Quote every line of the data below as it stands, omitting pictures.

## Input data
■ ■ ■ ■
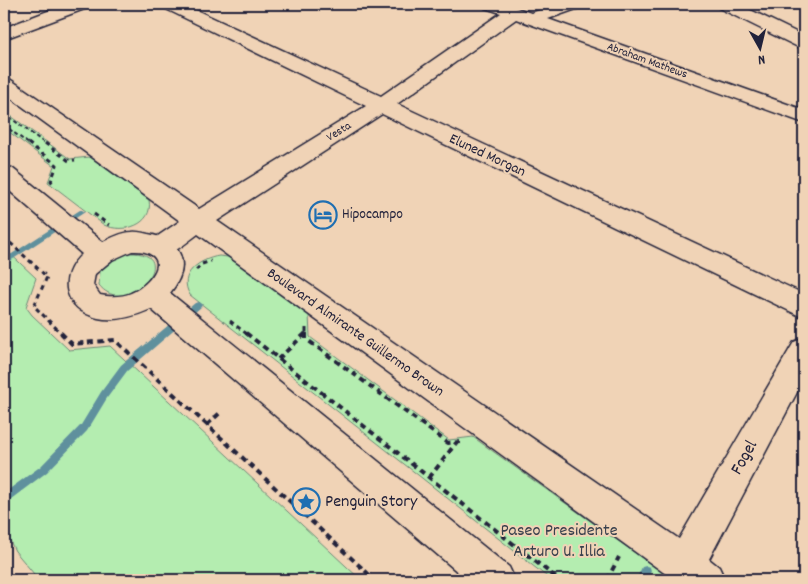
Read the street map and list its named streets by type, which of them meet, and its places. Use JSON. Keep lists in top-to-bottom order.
{
  "streets": {
    "street": [
      "Abraham Mathews",
      "Vesta",
      "Eluned Morgan",
      "Boulevard Almirante Guillermo Brown",
      "Fogel"
    ]
  },
  "crossings": [
    ["Abraham Mathews", "Vesta"],
    ["Vesta", "Eluned Morgan"],
    ["Vesta", "Boulevard Almirante Guillermo Brown"],
    ["Boulevard Almirante Guillermo Brown", "Fogel"]
  ],
  "parks": ["Paseo Presidente Arturo U. Illia"],
  "places": {
    "hotel": ["Hipocampo"],
    "place": ["Penguin Story"]
  },
  "north": "bottom"
}
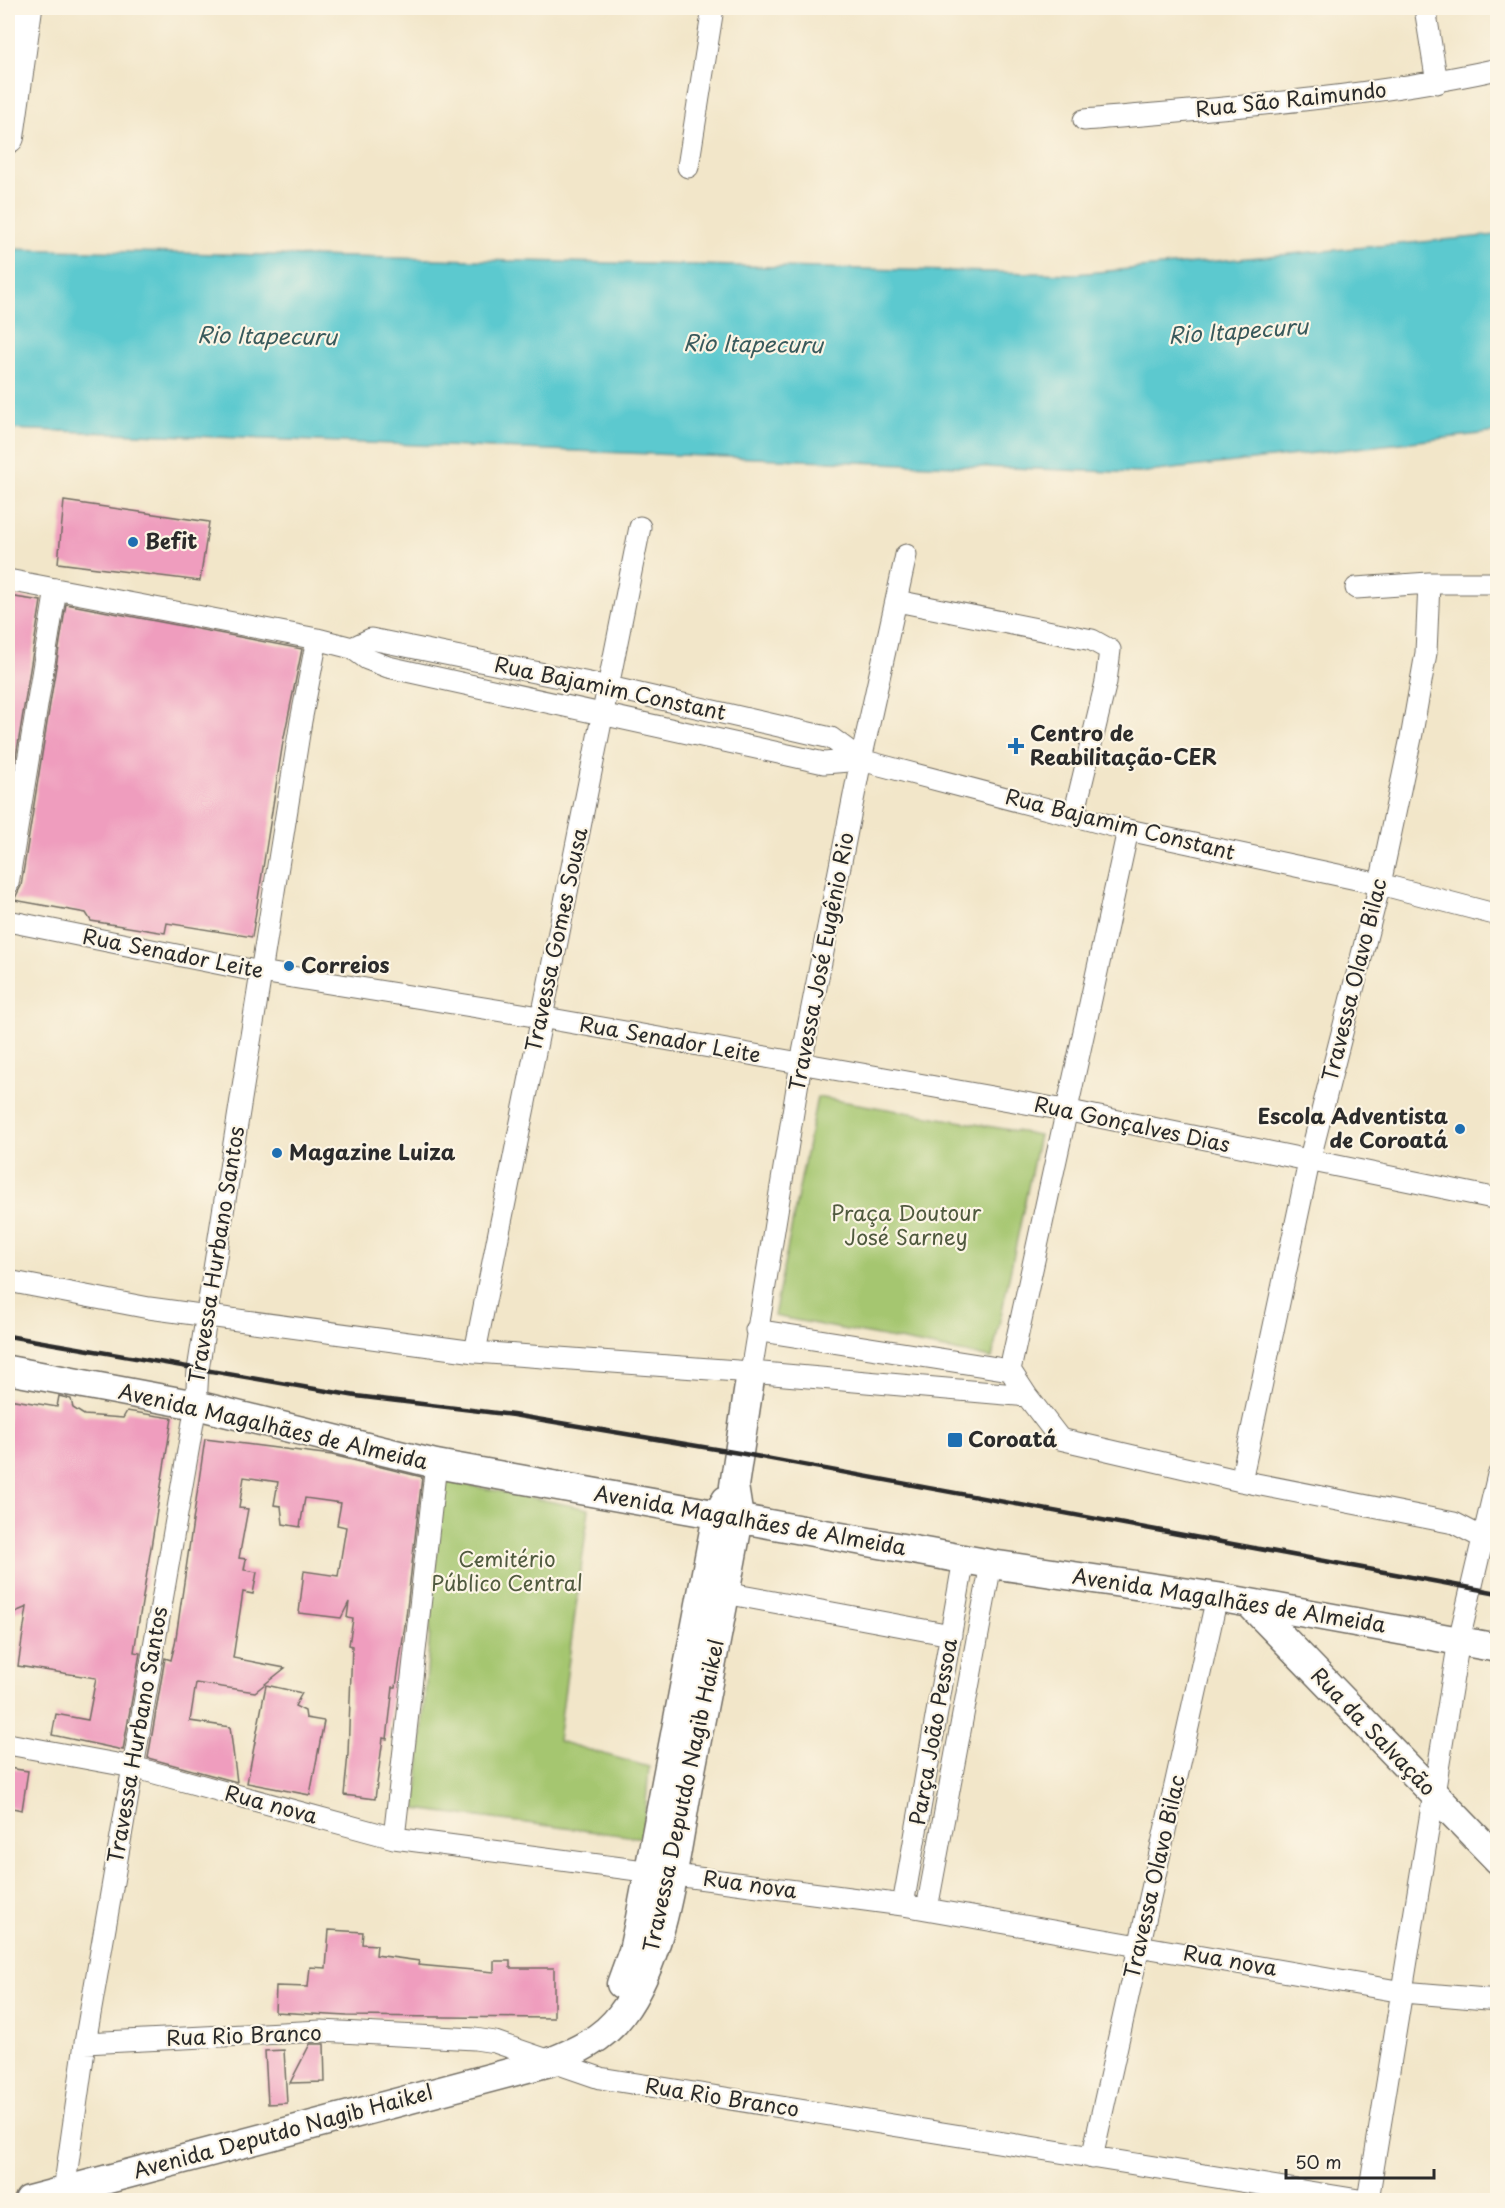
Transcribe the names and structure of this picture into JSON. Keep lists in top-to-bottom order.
{
  "streets": {
    "street": [
      "Rua São Raimundo",
      "Rua Bajamim Constant",
      "Travessa Gomes Sousa",
      "Rua Senador Leite",
      "Travessa José Eugênio Rio",
      "Travessa Olavo Bilac",
      "Rua Gonçalves Dias",
      "Travessa Hurbano Santos",
      "Avenida Magalhães de Almeida",
      "Parça João Pessoa",
      "Rua da Salvação",
      "Travessa Deputdo Nagib Haikel",
      "Rua nova",
      "Rua Rio Branco",
      "Avenida Deputdo Nagib Haikel"
    ]
  },
  "crossings": [
    ["Rua Bajamim Constant", "Travessa Gomes Sousa"],
    ["Rua Bajamim Constant", "Travessa José Eugênio Rio"],
    ["Rua Bajamim Constant", "Travessa Olavo Bilac"],
    ["Rua Bajamim Constant", "Travessa Hurbano Santos"],
    ["Travessa Gomes Sousa", "Rua Senador Leite"],
    ["Rua Senador Leite", "Travessa José Eugênio Rio"],
    ["Rua Senador Leite", "Rua Gonçalves Dias"],
    ["Rua Senador Leite", "Travessa Hurbano Santos"],
    ["Travessa José Eugênio Rio", "Rua Gonçalves Dias"],
    ["Travessa José Eugênio Rio", "Travessa Deputdo Nagib Haikel"],
    ["Travessa Olavo Bilac", "Rua Gonçalves Dias"],
    ["Travessa Olavo Bilac", "Avenida Magalhães de Almeida"],
    ["Travessa Olavo Bilac", "Rua nova"],
    ["Travessa Olavo Bilac", "Rua Rio Branco"],
    ["Travessa Hurbano Santos", "Avenida Magalhães de Almeida"],
    ["Travessa Hurbano Santos", "Rua nova"],
    ["Travessa Hurbano Santos", "Rua Rio Branco"],
    ["Travessa Hurbano Santos", "Avenida Deputdo Nagib Haikel"],
    ["Avenida Magalhães de Almeida", "Parça João Pessoa"],
    ["Avenida Magalhães de Almeida", "Rua da Salvação"],
    ["Avenida Magalhães de Almeida", "Travessa Deputdo Nagib Haikel"],
    ["Parça João Pessoa", "Rua nova"],
    ["Travessa Deputdo Nagib Haikel", "Rua nova"],
    ["Travessa Deputdo Nagib Haikel", "Rua Rio Branco"],
    ["Travessa Deputdo Nagib Haikel", "Avenida Deputdo Nagib Haikel"],
    ["Rua Rio Branco", "Avenida Deputdo Nagib Haikel"]
  ],
  "water": ["Rio Itapecuru"],
  "parks": ["Praça Doutour José Sarney", "Cemitério Público Central"],
  "places": {
    "other": [
      "Befit",
      "Correios",
      "Escola Adventista de Coroatá",
      "Magazine Luiza"
    ],
    "health": ["Centro de Reabilitação-CER"],
    "transit": ["Coroatá"]
  },
  "scale_bar": "50 m"
}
■ ■ ■ ■
## Result below
Read the street map and list its named streets by type, which of them meet, and its places. Use JSON. Keep lists in top-to-bottom order.
{
  "streets": {
    "street": [
      "Abraham Mathews",
      "Vesta",
      "Eluned Morgan",
      "Boulevard Almirante Guillermo Brown",
      "Fogel"
    ]
  },
  "crossings": [
    ["Abraham Mathews", "Vesta"],
    ["Vesta", "Eluned Morgan"],
    ["Vesta", "Boulevard Almirante Guillermo Brown"],
    ["Boulevard Almirante Guillermo Brown", "Fogel"]
  ],
  "parks": ["Paseo Presidente Arturo U. Illia"],
  "places": {
    "hotel": ["Hipocampo"],
    "place": ["Penguin Story"]
  },
  "north": "bottom"
}
Transcribe the names and structure of this picture into JSON. Keep lists in top-to-bottom order.
{
  "streets": {
    "street": [
      "Rua São Raimundo",
      "Rua Bajamim Constant",
      "Travessa Gomes Sousa",
      "Rua Senador Leite",
      "Travessa José Eugênio Rio",
      "Travessa Olavo Bilac",
      "Rua Gonçalves Dias",
      "Travessa Hurbano Santos",
      "Avenida Magalhães de Almeida",
      "Parça João Pessoa",
      "Rua da Salvação",
      "Travessa Deputdo Nagib Haikel",
      "Rua nova",
      "Rua Rio Branco",
      "Avenida Deputdo Nagib Haikel"
    ]
  },
  "crossings": [
    ["Rua Bajamim Constant", "Travessa Gomes Sousa"],
    ["Rua Bajamim Constant", "Travessa José Eugênio Rio"],
    ["Rua Bajamim Constant", "Travessa Olavo Bilac"],
    ["Rua Bajamim Constant", "Travessa Hurbano Santos"],
    ["Travessa Gomes Sousa", "Rua Senador Leite"],
    ["Rua Senador Leite", "Travessa José Eugênio Rio"],
    ["Rua Senador Leite", "Rua Gonçalves Dias"],
    ["Rua Senador Leite", "Travessa Hurbano Santos"],
    ["Travessa José Eugênio Rio", "Rua Gonçalves Dias"],
    ["Travessa José Eugênio Rio", "Travessa Deputdo Nagib Haikel"],
    ["Travessa Olavo Bilac", "Rua Gonçalves Dias"],
    ["Travessa Olavo Bilac", "Avenida Magalhães de Almeida"],
    ["Travessa Olavo Bilac", "Rua nova"],
    ["Travessa Olavo Bilac", "Rua Rio Branco"],
    ["Travessa Hurbano Santos", "Avenida Magalhães de Almeida"],
    ["Travessa Hurbano Santos", "Rua nova"],
    ["Travessa Hurbano Santos", "Rua Rio Branco"],
    ["Travessa Hurbano Santos", "Avenida Deputdo Nagib Haikel"],
    ["Avenida Magalhães de Almeida", "Parça João Pessoa"],
    ["Avenida Magalhães de Almeida", "Rua da Salvação"],
    ["Avenida Magalhães de Almeida", "Travessa Deputdo Nagib Haikel"],
    ["Parça João Pessoa", "Rua nova"],
    ["Travessa Deputdo Nagib Haikel", "Rua nova"],
    ["Travessa Deputdo Nagib Haikel", "Rua Rio Branco"],
    ["Travessa Deputdo Nagib Haikel", "Avenida Deputdo Nagib Haikel"],
    ["Rua Rio Branco", "Avenida Deputdo Nagib Haikel"]
  ],
  "water": ["Rio Itapecuru"],
  "parks": ["Praça Doutour José Sarney", "Cemitério Público Central"],
  "places": {
    "other": [
      "Befit",
      "Correios",
      "Escola Adventista de Coroatá",
      "Magazine Luiza"
    ],
    "health": ["Centro de Reabilitação-CER"],
    "transit": ["Coroatá"]
  },
  "scale_bar": "50 m"
}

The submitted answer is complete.